*PROBLEM*: Of the lines below, copy those that hold the word "turn".

*INFORMATION GIVEN*:
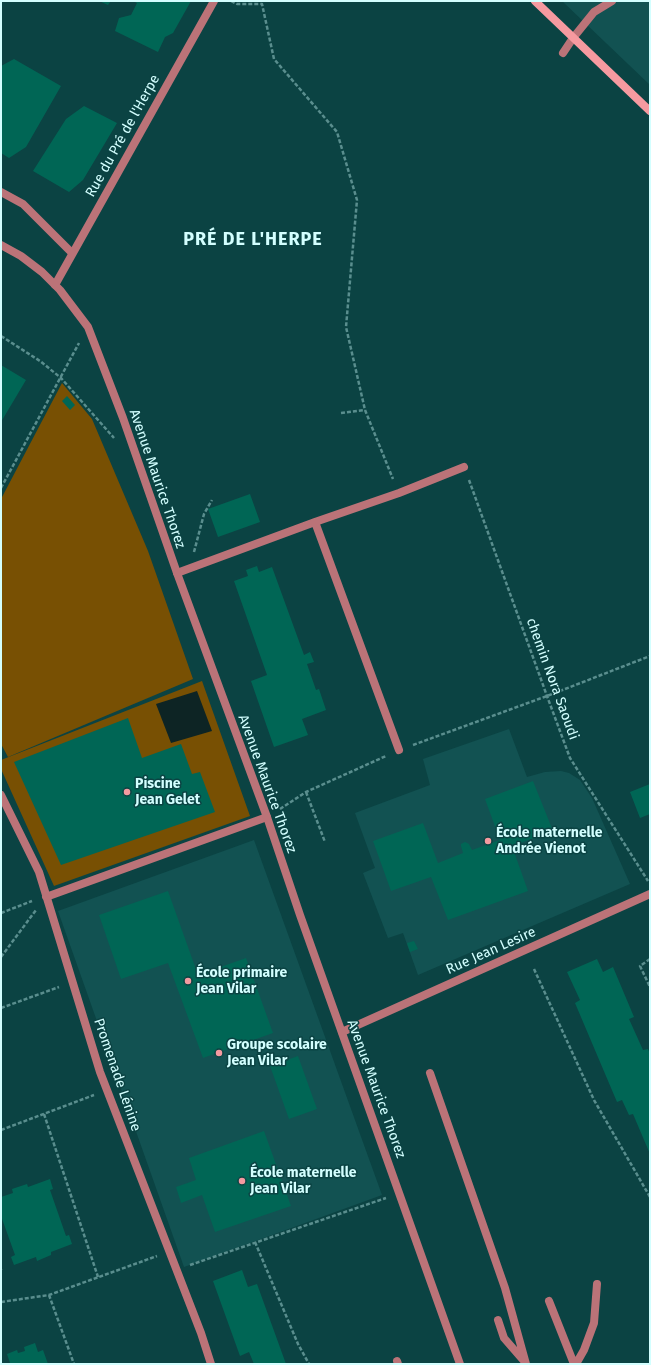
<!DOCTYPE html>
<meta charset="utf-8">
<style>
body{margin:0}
#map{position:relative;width:651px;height:1365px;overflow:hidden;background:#0b4343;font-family:"Fira Sans",sans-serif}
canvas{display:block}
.frame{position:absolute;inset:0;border:2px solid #d3ffff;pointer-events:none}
</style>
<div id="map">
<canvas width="651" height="1365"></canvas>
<div class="frame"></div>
</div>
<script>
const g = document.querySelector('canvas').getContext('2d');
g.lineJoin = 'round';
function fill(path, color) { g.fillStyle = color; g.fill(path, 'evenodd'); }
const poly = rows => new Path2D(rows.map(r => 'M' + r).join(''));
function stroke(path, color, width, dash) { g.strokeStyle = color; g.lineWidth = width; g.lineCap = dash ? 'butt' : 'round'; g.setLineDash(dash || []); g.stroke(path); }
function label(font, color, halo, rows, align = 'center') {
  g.font = font + ' "Fira Sans",sans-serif'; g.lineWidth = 3; g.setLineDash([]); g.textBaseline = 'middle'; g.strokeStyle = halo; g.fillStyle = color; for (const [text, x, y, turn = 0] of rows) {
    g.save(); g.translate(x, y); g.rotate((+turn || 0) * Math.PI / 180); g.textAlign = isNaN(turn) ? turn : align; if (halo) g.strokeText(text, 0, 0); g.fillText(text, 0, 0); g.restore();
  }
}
fill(poly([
 [562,1,650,1,650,85],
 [509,729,527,777,545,772,561,771,569,773,580,780,592,798,630,884,418,975,403,933,388,938,363,873,375,868,355,813,430,785,423,759],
 [254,840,382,1195,184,1267,58,911]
]), '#125252');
fill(poly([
 [62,383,92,419,148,551,193,679,8,757,1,744,1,499],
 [202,681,250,816,54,886,1,769,1,760]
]), '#785003');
fill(poly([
 [197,691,212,731,171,743,156,704]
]), '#0d2424');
fill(poly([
 [99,1,111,1,108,5],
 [133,1,191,1,173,33,165,37,158,52,115,31,119,18,131,15,137,3],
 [14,59,61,86,26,147,9,158,1,153,1,66],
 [84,106,117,123,83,180,69,192,33,171,66,119],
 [1,365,26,380,1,422],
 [67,396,75,405,70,410,62,401],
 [250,494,260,522,218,537,208,509],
 [257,566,259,572,272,567,304,655,310,652,314,662,307,664,316,690,319,689,326,710,302,719,308,735,274,747,251,681,267,675,234,581,248,576,246,570],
 [128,718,142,758,181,744,192,774,200,772,215,812,61,865,14,762],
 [533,781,553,831,512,846,528,891,448,920,431,877,391,891,373,841,423,823,438,863,463,853,461,846,461,844,465,842,469,844,472,850,500,840,485,799],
 [650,784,650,814,640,818,630,792],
 [168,891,198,975,246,958,273,1033,203,1058,168,963,121,979,99,915],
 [414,941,418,949,410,952,407,943],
 [597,959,603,972,613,967,634,1017,629,1019,643,1050,648,1049,650,1054,650,1154,633,1114,629,1115,622,1100,617,1102,575,1003,580,1000,567,972],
 [298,1056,317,1109,289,1119,270,1066],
 [264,1131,291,1206,215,1232,202,1195,181,1203,176,1187,196,1180,189,1158],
 [50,1179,53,1189,50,1190,66,1236,69,1235,72,1244,51,1252,51,1255,37,1261,36,1257,14,1265,11,1257,15,1255,1,1216,1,1197,13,1193,12,1189,27,1184,28,1187],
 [242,1270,248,1287,257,1284,286,1364,254,1364,249,1352,240,1356,213,1281],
 [35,1343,38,1352,43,1350,48,1364,7,1364,10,1363,7,1354,17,1350,18,1353,25,1351,24,1347]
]), '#065');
stroke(poly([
 [231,1,237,4,262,4,274,59,337,132,357,200,346,327,365,410,393,479],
 [1,336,40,361,61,378,114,438],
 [341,413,365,410],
 [469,480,547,696,570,758,648,881],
 [1,488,79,343],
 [194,552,204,514,212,500],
 [413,745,547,696,650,656],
 [306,792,325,842],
 [280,809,306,792,386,756],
 [1,913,32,901],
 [1,957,36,910],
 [650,959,640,966,650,987],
 [534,969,594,1100,650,1197],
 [1,1008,59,987],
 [44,1114,98,1277],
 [1,1130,94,1095],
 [255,1242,298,1344,309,1364],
 [190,1265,386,1198],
 [1,1269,1,1270],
 [49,1295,74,1364],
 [1,1302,49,1295,157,1256]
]), '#5a8e8e', 2.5, [4, 2]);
stroke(poly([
 [430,1073,505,1288,526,1364],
 [549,1301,574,1364],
 [498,1320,504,1338,524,1361],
 [397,1361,398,1364],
 [576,1364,584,1350,594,1323,597,1284]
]), '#bb7378', 8);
stroke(poly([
 [315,522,399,750],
 [177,573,315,522,399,493,464,467],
 [1,795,39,872,100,1072,201,1333,211,1364],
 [46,897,267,817]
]), '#bb7378', 8);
stroke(poly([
 [563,53,573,38,594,12,612,1],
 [55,285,214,1],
 [342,1032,650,894]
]), '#bb7378', 8);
stroke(poly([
 [1,192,23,204,72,253],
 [1,245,21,256,42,272,60,290,88,327,123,418,177,573,267,817,300,915,460,1364]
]), '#bb7378', 8);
stroke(poly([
 [535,1,650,111]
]), '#f69aa0', 8);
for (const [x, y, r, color] of [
 [127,792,4,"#f49aa0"],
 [488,841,4,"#f49aa0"],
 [188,981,4,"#f49aa0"],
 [219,1053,4,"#f49aa0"],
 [242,1181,4,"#f49aa0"]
]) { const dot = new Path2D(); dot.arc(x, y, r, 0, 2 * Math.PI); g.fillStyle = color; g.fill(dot); stroke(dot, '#0b4343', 1.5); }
label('14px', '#d3ffff', '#0b4343', [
 ["Rue du Pré de l'Herpe",123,136,-61],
 ["Avenue Maurice Thorez",157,479,71],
 ["chemin Nora Saoudi",552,679,70],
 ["Avenue Maurice Thorez",267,784,70],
 ["Rue Jean Lesire",491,951,-24],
 ["Promenade Lénine",117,1075,71],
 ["Avenue Maurice Thorez",376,1089,70]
]);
label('bold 14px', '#d3ffff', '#0b4343', [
 ["Piscine",135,784],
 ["Jean Gelet",135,800],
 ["École maternelle",496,833],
 ["Andrée Vienot",496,849],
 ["École primaire",196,973],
 ["Jean Vilar",196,989],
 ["Groupe scolaire",227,1045],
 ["Jean Vilar",227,1061],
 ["École maternelle",250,1173],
 ["Jean Vilar",250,1189]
], 'left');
g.letterSpacing = '1px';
label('bold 18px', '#d3ffff', '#0b4343', [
 ["PRÉ DE L'HERPE",253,240]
]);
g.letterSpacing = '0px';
</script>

*EXERCISE OUTPUT*:
  g.font = font + ' "Fira Sans",sans-serif'; g.lineWidth = 3; g.setLineDash([]); g.textBaseline = 'middle'; g.strokeStyle = halo; g.fillStyle = color; for (const [text, x, y, turn = 0] of rows) {
    g.save(); g.translate(x, y); g.rotate((+turn || 0) * Math.PI / 180); g.textAlign = isNaN(turn) ? turn : align; if (halo) g.strokeText(text, 0, 0); g.fillText(text, 0, 0); g.restore();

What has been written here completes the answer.